Magnetic vortices help researchers improve their fundamental understanding of magnetic materials and offer very promising applications in communication technology. “Three-dimensional magnetic vortices could permit stable high performance antennas for ultrafast, wireless transmission in, for example, mobile communications or Wi-Fi,” says Wintz. The reason is revealed by a more detailed look into a single magnetic disk, as well as the magnetic layer system.
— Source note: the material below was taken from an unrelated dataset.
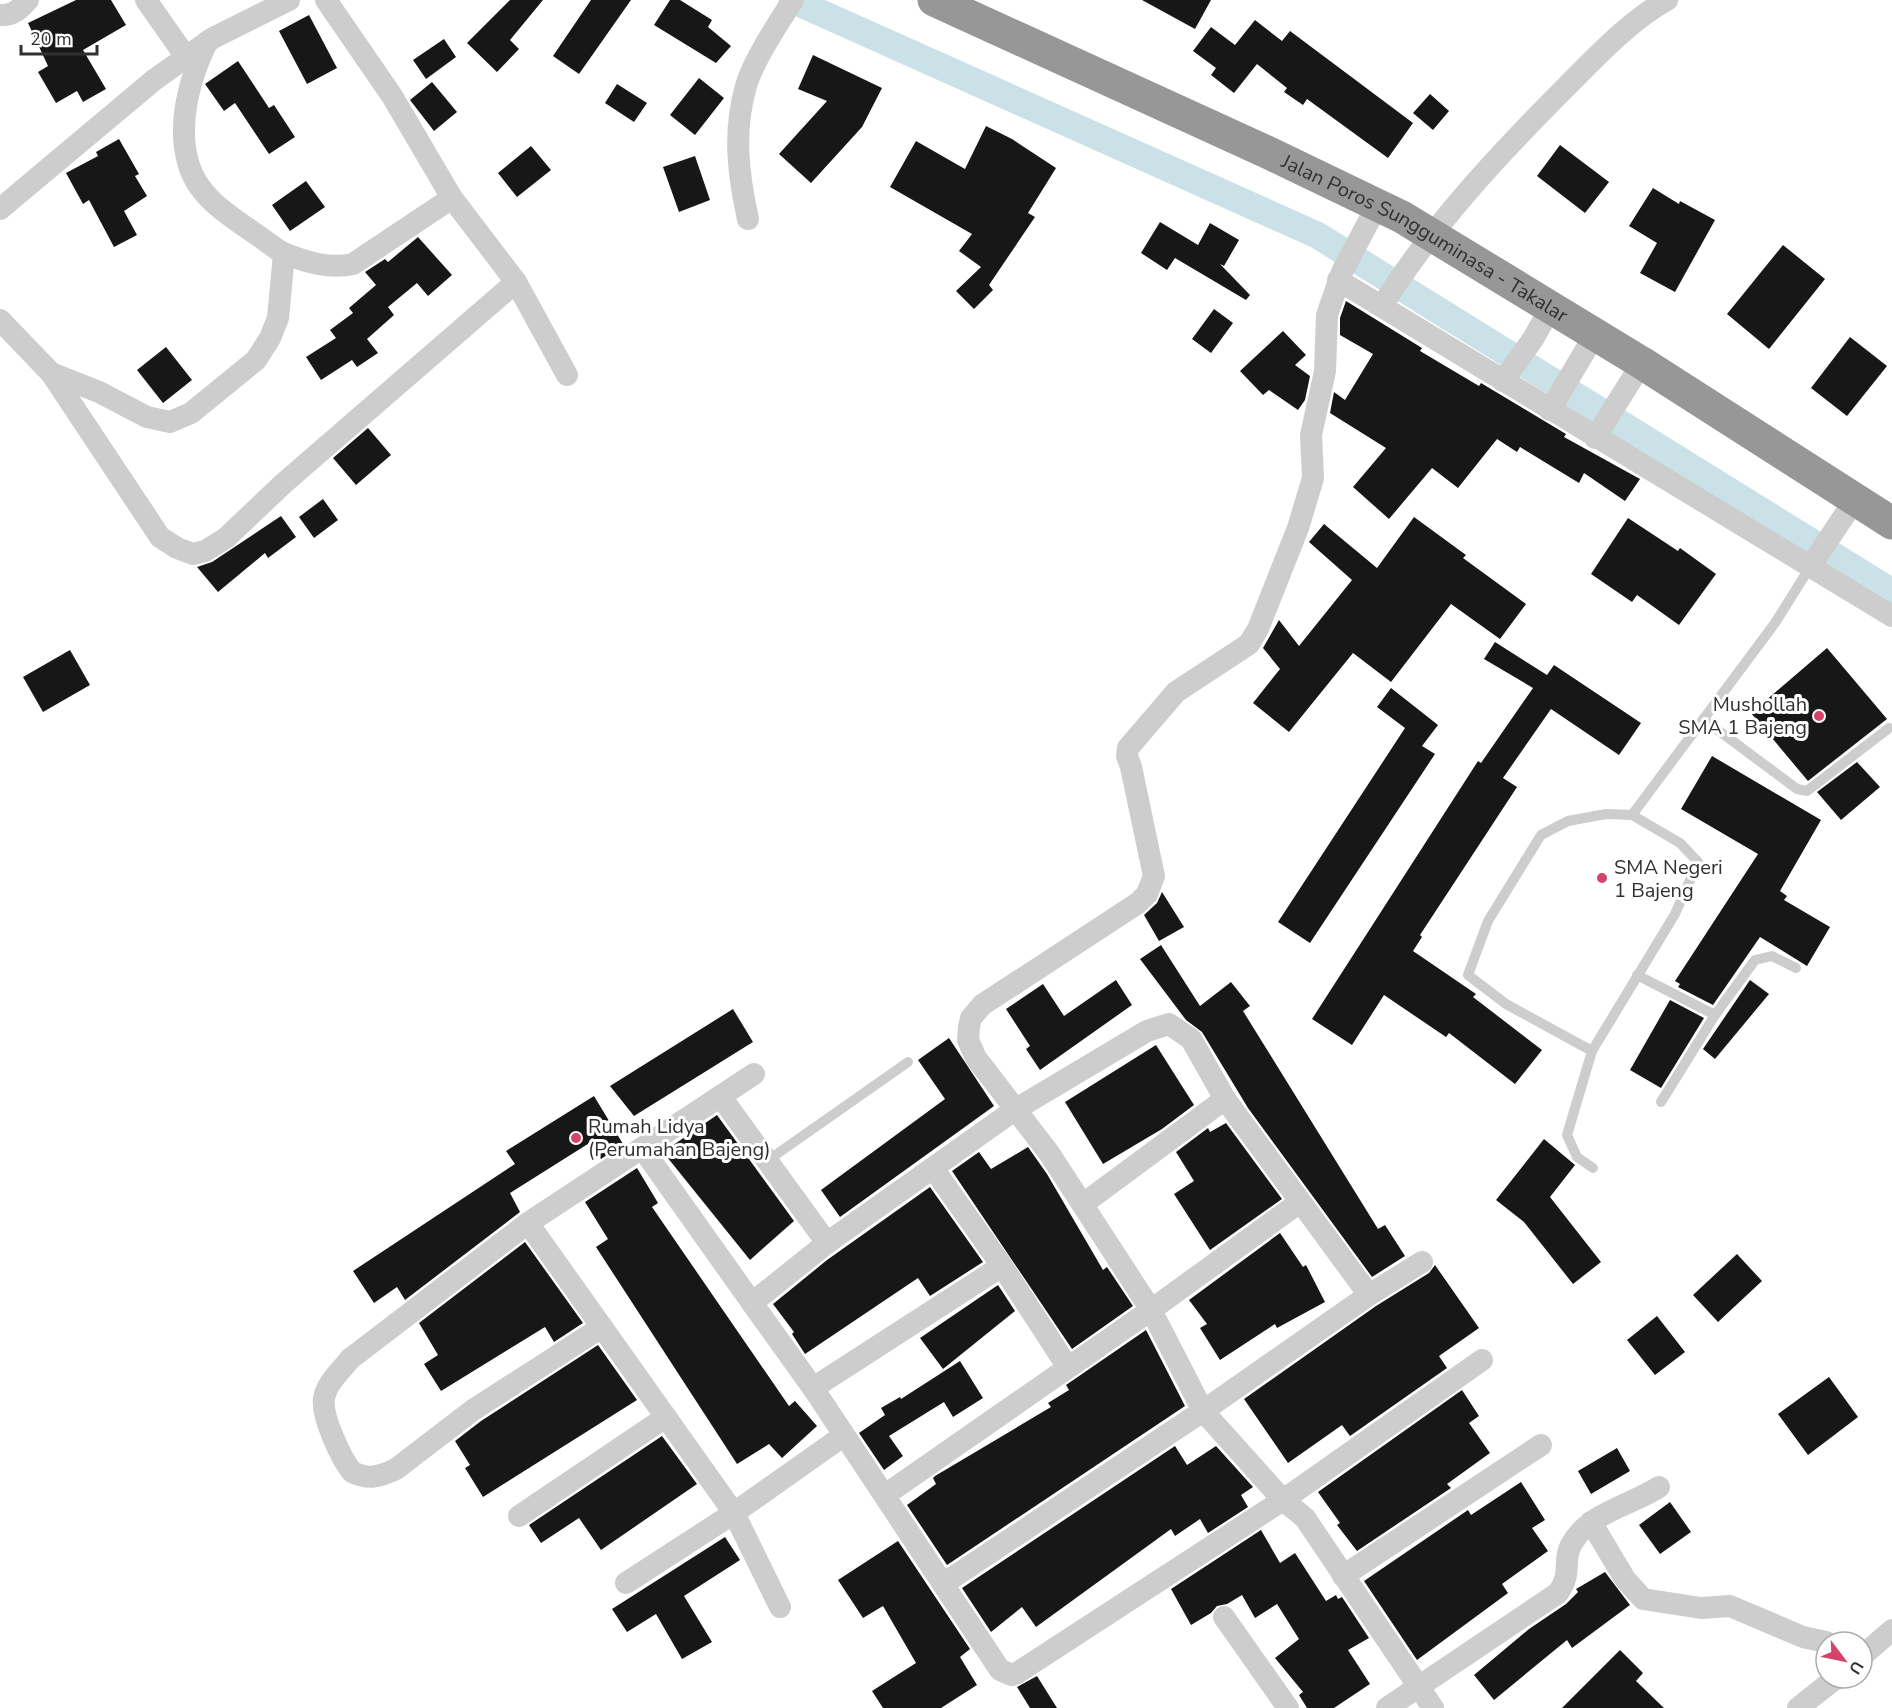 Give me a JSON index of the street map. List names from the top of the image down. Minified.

In a magnetic disk, all magnets are arranged in a circle — just as if individual bar magnets are placed one behind another. Even though the magnets do not move, scientists refer to them as magnetic vortices. In the center of the magnetic disks, the vortex core, the magnets can no longer arrange themselves in a circle; instead, they point out of the circle, either upward or downward. When connected to direct current, the vortex core starts moving in a circle. In doing so, it emits characteristic electromagnetic waves. If the speed is too high, though, the system will become unstable, the magnetization direction will switch, and the radio wave is interrupted. The magnets in the vortex core, now align in the opposite direction, once again start spinning and emit new waves — until the speed gets too high again. Thus, continuous data transmission isn't possible.
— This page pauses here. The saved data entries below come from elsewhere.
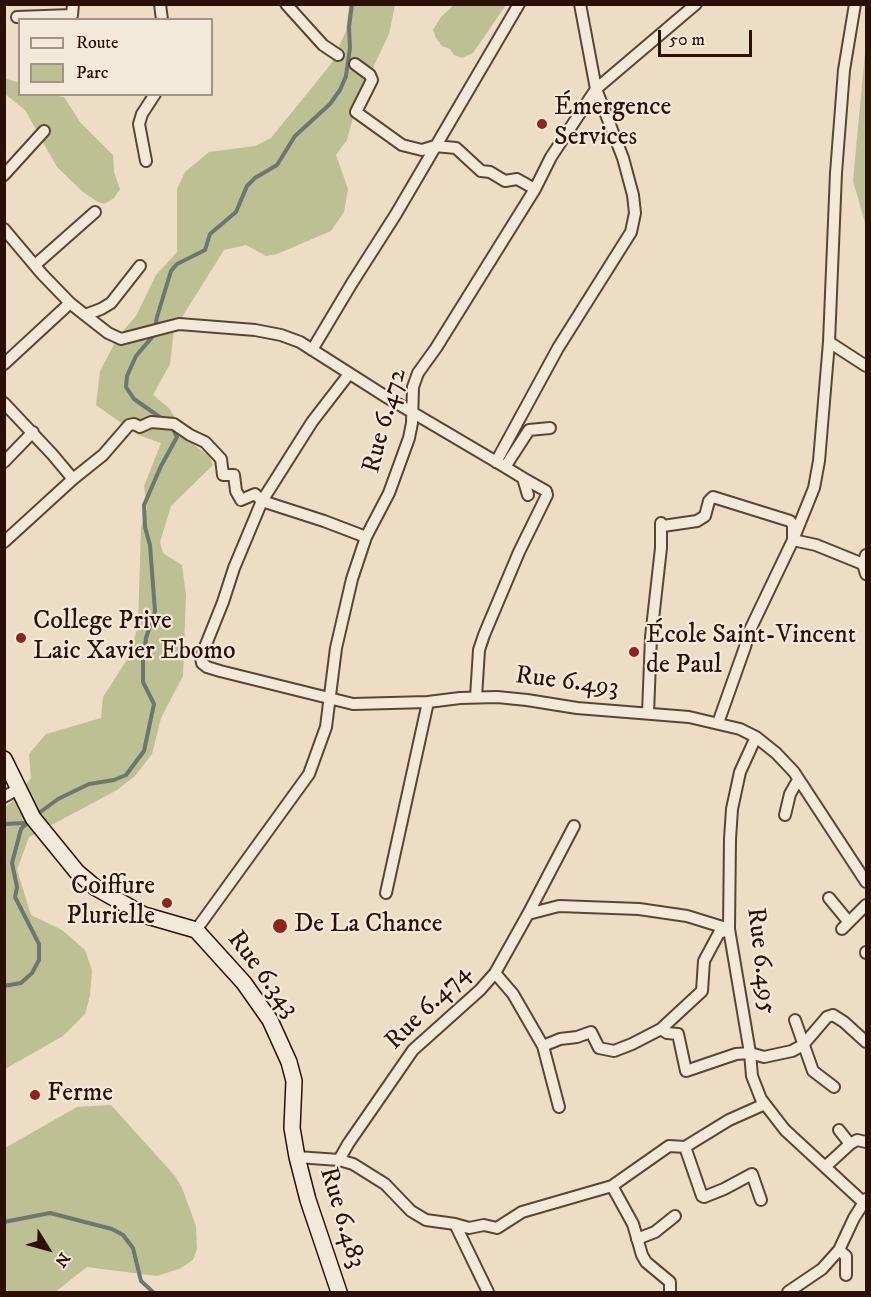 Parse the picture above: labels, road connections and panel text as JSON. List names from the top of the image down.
{
  "streets": {
    "street": [
      "Rue 6.472",
      "Rue 6.493",
      "Rue 6.495",
      "Rue 6.343",
      "Rue 6.474",
      "Rue 6.483"
    ]
  },
  "crossings": [
    ["Rue 6.472", "Rue 6.493"],
    ["Rue 6.472", "Rue 6.343"],
    ["Rue 6.493", "Rue 6.495"],
    ["Rue 6.343", "Rue 6.483"]
  ],
  "places": [
    "Émergence Services",
    "College Prive Laic Xavier Ebomo",
    "École Saint-Vincent de Paul",
    "Coiffure Plurielle",
    "De La Chance",
    "Ferme"
  ],
  "legend": ["Route", "Parc"],
  "scale_bar": "50 m",
  "north": "bottom right"
}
This is different if two magnetic disks, separated by a thin nonmagnetic metal layer, are stacked on top of each other. Each magnetic disk is only 10 nm thick and has a diameter of about 500 nm. The intermediate layer may cause the magnets in each magnetic disk to not align precisely along the circle and cause them to slightly incline either toward the vortex core or to the outside. The closer the magnets get to the metal layer, the more they incline in such a way that all magnets — both above and below the intermediate layer — point in the same direction: The magnets form a static, three dimensional vortex around the metal layer between the core and the outer edge.

In this configuration it is no longer possible for the magnets to simply switch their direction. “The three-dimensional magnetic vortices stabilize the magnetization in the vortex core,” said Wintz. The magnetic direction inside the vortex core is, thus, retained even at high rotation speeds. “It's conceivable to obtain frequencies of more than 1 GHz,” he added.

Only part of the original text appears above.